Although it originated in Hawaii, these days, you can find poke in restaurants and grocery stores all over the US — it was even named the most popular delivery food by Grubhub in 2017. Poke, which means "cut into chunks" in Hawaiian, typically includes bite-sized cubes or slices of raw fish (such as ahi tuna, salmon, red snapper, octopus, and more) that are often marinated and served with rice, seaweed, vegetables, and other toppings.
Since poke usually includes raw fish, it's best to consume it on the same day of purchase or preparation. Stored properly, poke can last in the fridge for up to two days. To maximize that limited timeframe, it's important to store your poke properly, which is to use an airtight container and to store the container in the coldest part of your refrigerator — don't store poke in the refrigerator door, as that's subject to temperature fluctuations every time the door is opened, and make sure your refrigerator is set to below 40 degrees Fahrenheit.

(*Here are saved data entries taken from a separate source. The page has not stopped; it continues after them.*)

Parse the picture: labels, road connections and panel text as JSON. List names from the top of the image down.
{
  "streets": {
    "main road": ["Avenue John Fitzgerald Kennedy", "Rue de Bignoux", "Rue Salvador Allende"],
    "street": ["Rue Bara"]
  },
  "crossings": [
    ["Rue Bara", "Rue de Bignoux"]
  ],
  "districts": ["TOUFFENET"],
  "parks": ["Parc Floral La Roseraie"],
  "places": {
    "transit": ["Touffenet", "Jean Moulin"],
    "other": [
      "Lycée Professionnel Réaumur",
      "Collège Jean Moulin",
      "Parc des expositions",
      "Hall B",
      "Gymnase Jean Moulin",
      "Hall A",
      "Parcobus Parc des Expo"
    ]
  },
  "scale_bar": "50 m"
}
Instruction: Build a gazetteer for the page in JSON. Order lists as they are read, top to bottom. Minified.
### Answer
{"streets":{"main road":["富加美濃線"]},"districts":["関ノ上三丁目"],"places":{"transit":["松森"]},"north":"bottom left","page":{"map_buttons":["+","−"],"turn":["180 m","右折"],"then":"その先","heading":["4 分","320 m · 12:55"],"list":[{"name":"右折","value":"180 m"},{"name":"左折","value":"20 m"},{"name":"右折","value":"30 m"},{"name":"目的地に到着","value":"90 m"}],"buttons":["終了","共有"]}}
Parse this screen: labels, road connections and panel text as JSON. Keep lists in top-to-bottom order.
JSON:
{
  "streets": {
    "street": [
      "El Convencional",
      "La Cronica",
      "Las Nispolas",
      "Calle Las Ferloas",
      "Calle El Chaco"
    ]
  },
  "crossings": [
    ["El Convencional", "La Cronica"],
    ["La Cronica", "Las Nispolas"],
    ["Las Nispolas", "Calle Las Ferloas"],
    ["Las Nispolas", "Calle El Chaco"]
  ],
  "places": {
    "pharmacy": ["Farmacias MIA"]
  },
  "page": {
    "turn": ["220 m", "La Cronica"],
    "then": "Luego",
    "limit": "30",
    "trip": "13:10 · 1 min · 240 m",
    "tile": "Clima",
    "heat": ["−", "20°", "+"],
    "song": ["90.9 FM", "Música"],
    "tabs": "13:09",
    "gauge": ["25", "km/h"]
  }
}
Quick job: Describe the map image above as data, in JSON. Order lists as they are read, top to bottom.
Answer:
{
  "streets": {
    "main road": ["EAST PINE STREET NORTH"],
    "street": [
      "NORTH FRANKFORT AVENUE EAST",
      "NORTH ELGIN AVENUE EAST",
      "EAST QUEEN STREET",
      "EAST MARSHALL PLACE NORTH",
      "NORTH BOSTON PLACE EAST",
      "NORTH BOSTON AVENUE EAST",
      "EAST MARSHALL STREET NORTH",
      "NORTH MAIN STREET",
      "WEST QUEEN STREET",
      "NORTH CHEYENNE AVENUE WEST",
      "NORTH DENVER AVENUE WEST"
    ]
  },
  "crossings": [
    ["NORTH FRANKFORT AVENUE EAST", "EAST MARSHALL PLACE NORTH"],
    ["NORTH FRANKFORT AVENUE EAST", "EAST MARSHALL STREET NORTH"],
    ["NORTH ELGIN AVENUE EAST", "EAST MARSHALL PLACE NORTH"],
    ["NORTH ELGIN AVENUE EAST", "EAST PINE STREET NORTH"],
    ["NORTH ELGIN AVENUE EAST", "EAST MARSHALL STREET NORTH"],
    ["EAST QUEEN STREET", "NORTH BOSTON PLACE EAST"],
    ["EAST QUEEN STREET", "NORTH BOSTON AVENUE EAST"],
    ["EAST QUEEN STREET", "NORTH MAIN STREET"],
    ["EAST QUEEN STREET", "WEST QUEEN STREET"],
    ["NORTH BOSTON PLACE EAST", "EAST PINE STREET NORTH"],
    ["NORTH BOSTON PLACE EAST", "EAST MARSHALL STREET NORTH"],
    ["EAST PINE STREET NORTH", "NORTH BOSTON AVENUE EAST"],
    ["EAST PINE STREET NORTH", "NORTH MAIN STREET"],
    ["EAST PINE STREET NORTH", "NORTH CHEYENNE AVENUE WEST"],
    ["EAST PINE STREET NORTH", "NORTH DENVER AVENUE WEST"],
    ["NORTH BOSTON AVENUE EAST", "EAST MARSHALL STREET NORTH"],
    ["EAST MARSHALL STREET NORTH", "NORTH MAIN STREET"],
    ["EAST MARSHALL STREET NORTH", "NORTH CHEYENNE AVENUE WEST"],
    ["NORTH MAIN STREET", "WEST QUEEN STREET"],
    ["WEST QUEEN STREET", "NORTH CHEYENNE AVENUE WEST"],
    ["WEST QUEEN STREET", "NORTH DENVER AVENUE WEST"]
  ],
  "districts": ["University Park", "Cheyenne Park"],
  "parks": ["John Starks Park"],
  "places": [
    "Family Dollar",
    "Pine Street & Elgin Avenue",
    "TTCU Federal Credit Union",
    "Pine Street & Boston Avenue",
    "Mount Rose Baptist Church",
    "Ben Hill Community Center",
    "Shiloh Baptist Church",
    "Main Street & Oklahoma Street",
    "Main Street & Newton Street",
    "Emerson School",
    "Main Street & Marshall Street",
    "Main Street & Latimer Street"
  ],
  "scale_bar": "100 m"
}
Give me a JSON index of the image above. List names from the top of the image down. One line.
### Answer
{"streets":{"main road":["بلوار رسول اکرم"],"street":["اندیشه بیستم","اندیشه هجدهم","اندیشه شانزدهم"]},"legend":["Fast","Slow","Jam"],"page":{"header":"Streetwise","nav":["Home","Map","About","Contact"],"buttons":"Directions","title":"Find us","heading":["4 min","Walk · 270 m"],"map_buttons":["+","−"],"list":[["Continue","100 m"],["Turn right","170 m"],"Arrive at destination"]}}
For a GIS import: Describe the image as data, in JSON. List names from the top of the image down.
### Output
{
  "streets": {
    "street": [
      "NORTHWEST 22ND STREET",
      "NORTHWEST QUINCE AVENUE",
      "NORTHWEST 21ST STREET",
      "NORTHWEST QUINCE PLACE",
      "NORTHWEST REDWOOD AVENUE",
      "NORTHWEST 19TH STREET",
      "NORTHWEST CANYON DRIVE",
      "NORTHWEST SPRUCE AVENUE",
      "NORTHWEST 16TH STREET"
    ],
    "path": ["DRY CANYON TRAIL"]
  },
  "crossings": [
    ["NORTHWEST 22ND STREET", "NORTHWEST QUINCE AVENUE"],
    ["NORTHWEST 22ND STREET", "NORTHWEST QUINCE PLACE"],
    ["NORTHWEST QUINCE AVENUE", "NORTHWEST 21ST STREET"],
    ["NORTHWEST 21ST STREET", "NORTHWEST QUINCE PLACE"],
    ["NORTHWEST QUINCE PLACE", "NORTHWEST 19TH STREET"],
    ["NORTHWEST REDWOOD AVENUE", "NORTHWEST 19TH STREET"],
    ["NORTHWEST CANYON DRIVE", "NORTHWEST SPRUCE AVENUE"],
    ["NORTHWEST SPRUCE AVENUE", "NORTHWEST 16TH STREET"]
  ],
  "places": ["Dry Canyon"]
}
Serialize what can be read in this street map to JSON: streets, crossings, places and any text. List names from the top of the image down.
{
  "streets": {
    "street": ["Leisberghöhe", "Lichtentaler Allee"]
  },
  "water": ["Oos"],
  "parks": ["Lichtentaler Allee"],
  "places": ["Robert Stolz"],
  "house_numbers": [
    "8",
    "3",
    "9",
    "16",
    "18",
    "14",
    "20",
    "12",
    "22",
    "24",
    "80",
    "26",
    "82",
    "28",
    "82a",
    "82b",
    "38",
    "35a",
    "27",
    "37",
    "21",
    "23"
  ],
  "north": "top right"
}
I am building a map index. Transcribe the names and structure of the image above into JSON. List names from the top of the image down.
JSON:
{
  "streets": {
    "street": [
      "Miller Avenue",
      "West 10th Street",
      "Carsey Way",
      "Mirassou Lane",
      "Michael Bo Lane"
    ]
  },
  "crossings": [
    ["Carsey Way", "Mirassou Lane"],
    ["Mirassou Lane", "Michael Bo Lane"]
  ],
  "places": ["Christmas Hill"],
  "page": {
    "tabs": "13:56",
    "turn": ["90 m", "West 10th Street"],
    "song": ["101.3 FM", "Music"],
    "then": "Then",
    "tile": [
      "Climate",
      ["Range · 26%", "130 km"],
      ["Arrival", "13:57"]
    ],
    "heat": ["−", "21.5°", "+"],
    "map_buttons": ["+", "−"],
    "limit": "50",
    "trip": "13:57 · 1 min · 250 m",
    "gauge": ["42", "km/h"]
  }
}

If you purchased your poke ready-to-eat from the store, you should also factor in the time that it has already spent in a refrigerator. Do not let your poke sit out at room temperature for more than 2 hours (or 1 hour when it's more than 90 degrees Fahrenheit out), warns the USDA.
Read more: 15 Different Ways To Cook Fish
How To Further Extend The Shelf Life Of Poke
To further extend the shelf life of your poke, you have two options. One is to cook the raw fish, which will then be good in the refrigerator for four days. The other option is to freeze it in a freezer-safe bag or container, which will then be good in the freezer for up to three months.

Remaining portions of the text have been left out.